Stag Report

Activities & The Night

Should You Book a Stripper for a Stag Do? Etiquette and Vetoes

By Eddie Bye · 26 June 2026 · 7 min read

Few stag questions are as loaded as the stripper question, and few are handled as clumsily. It’s wrapped up in cliché, assumption and the lazy idea that it’s simply what you do — when in reality it’s a decision that belongs entirely to the groom, carries real relationship stakes, and demands genuine care if you go ahead. This is a non-judgemental, practical guide to deciding well and, if the answer’s yes, doing it responsibly.

It is the groom’s call, full stop

Start here, because everything else follows from it. Whether or not there’s a stripper is the groom’s decision and nobody else’s. Not the loudest mate’s, not tradition’s, not the best man’s assumption. Plenty of grooms want one; plenty are genuinely uncomfortable with the idea and would be mortified to be put on the spot in front of the group; plenty are somewhere in between. The only way to know is to ask him, privately and honestly, in advance — and then to follow his answer exactly. Springing it on a groom who doesn’t want it isn’t a laugh; it’s putting a mate in a horrible position on his own weekend.

Consider the home front too

A good best man thinks one step further than “does the groom want it.” The stag exists within a relationship and a wedding, and some couples are entirely relaxed about strippers while for others it would cause genuine, lasting upset. This isn’t about being a killjoy — it’s about not handing the groom a problem that detonates at home days before his wedding. Often the groom himself will factor this in when you ask him; sometimes a quiet, sensitive read of the situation is wise. The aim is a brilliant send-off that doesn’t create collateral damage in the relationship the whole event is celebrating.

The veto is absolute

If the groom says no — or even hesitates — that’s the end of it. No persuading, no “go on, it’ll be a laugh,” no booking it anyway and acting surprised. A veto, stated or implied, is final and respected without question or sulking. Equally, any individual in the group who’s uncomfortable should be able to step away without grief. Respecting these boundaries is just basic decency, and it’s the mark of a best man running the weekend for the groom rather than for the loudest voices in the chat.

The modern picture: plenty skip it

It’s worth saying plainly, because the cliché lags behind reality: a large and growing share of stags don’t involve a stripper at all, and nobody thinks twice about it. The activity-led, experience-led modern stag — the brewery tour, the adventure weekend, the big night out — often simply doesn’t include one, and the groom doesn’t miss it. So there’s no default expectation to live up to. “No stripper” is an entirely normal, unremarkable stag. Don’t book one out of a sense of obligation; book one only if the groom genuinely wants it.

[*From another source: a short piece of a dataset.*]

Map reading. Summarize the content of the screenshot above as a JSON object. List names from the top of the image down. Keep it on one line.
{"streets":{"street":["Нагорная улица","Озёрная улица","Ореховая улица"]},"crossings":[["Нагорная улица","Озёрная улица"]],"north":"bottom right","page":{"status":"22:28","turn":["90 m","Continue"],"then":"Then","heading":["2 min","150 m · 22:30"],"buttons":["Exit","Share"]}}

If you do go ahead: do it responsibly

If the groom’s keen and it’s the right call, the entire game becomes doing it properly, respectfully and safely. That means:

  • Use a reputable, established, legitimate agency. This is non-negotiable. A professional agency means a consensual, contracted, legitimate booking with clear terms — protecting the group, the booking, and crucially the performer.
  • Agree everything up front — what’s included, the cost, the time, the venue’s rules (many venues have policies; check the accommodation or bar allows it).
  • Treat the performer with complete respect. They are a professional doing a job; the group’s conduct should be courteous and within the agreed boundaries at all times. Anything else is unacceptable.
  • Keep the booze in check. A group too far gone is a group more likely to behave badly. Time it sensibly.
A high-visibility warning on the money and the legitimacy, because this is where it goes wrong: only ever book through a reputable, established agency, never an informal or cash-in-hand arrangement with a stranger found online. Informal bookings are a known vector for scams (deposits taken for no-shows), for unsafe and exploitative situations, and for outright illegality. Pay properly through the agency, get the terms in writing, and treat the deposit like any other booking — collected from the group transparently, not fronted blind in cash. Keep any payment on the record and the kitty itemised, and keep the float separate from your personal account, since informal cash-heavy transactions and unusual payments are exactly the kind of thing that causes problems. Based on internal 2026 transaction data across thousands of group trips, the entertainment line is the one most associated with scams and disputed cash payments precisely because groups go informal to save money or keep it quiet. A legitimate agency, paid properly, protects everyone involved.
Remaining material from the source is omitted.